Raises Awareness of Women’s Rights
Aakar spreads awareness about better menstrual hygiene among rural and urban women. This leads to an increase in awareness about women’s health and other needs not just among women and girls, but among male members of the family as well.
Creates Much Needed Jobs
As the disposable incomes available to families increases, due to the direct employment of women, more capacity will be generated throughout local communities. If the income of many local individuals increases, then the village’s overall income level increases and new shops and services are created.
Prevents Pain, Disease, and Death
Our low cost sanitary pad, Anandi, along with our awareness programmes, significantly improves some of the biggest issues in Indian public health system, saving lives and preventing illness, disease, and pain.

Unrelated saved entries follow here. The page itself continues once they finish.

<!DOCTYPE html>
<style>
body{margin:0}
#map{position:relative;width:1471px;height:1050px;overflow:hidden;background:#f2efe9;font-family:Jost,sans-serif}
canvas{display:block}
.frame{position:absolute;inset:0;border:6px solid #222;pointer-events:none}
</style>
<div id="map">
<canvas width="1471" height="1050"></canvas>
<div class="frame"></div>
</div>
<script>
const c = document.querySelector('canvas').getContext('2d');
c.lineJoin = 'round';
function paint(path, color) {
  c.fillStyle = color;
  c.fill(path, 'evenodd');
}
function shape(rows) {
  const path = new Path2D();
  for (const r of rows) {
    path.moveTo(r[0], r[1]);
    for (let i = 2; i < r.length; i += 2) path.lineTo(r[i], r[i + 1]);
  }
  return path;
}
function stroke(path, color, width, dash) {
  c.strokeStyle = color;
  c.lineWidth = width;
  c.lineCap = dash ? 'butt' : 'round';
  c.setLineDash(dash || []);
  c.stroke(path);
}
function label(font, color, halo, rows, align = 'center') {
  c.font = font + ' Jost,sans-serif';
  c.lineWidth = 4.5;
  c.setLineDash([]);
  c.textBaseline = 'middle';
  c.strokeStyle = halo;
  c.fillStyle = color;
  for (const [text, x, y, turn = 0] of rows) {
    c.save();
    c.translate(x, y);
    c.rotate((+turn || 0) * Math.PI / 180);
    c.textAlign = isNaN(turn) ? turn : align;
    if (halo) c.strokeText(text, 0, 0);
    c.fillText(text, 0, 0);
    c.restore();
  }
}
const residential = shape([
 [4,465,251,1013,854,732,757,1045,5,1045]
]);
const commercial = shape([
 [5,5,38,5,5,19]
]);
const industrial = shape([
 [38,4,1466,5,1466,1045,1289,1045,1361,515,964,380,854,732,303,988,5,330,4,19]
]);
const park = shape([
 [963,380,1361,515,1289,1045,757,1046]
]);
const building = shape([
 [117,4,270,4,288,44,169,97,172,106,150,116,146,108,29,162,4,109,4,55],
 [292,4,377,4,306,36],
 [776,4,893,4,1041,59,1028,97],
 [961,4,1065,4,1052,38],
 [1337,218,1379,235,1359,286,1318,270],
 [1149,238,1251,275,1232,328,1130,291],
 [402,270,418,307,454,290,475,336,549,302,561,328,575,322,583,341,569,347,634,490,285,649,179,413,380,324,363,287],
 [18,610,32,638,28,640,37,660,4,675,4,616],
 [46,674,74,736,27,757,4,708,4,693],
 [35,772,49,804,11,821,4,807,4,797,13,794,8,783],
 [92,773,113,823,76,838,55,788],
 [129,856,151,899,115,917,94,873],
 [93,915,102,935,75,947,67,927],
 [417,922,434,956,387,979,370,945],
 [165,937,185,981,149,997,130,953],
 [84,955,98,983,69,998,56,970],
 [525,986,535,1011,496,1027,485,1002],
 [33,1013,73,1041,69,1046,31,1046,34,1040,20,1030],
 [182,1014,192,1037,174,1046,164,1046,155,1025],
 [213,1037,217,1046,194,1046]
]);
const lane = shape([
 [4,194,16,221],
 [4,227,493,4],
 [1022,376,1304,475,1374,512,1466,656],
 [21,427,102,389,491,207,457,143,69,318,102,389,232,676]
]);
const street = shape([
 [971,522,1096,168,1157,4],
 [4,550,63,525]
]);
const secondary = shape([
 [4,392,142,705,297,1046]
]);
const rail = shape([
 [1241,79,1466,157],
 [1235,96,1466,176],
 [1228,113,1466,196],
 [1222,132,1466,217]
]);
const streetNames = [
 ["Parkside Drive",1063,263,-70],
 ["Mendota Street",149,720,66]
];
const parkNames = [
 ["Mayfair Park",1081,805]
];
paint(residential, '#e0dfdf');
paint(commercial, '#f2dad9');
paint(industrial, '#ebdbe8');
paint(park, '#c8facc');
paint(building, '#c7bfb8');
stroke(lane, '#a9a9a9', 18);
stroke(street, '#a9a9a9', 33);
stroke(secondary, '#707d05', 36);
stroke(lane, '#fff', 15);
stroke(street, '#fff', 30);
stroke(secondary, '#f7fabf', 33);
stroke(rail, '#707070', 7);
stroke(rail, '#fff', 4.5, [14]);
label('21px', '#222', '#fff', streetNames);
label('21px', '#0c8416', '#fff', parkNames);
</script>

Increases Number of Workdays
Most women remain at home during menstruation due to social stigma, discomfort, and consequeses of unhygienic means to address their menstrual flow. This leads to a loss of about 50 days of employment per woman every year. Introducing the Anandi pad to working women is expected to increase the number of working days by at least 30 days, leading to increased income. in migration from village to cities.
Reduces School Dropout Rate
In rural India, one in four adolescent girls (12-18 years old) drops out of school after they begin menstruation and those who stay in school are absent about five days each month. Using sanitary napkins such as the Anandi pad has decreased the dropout rate too.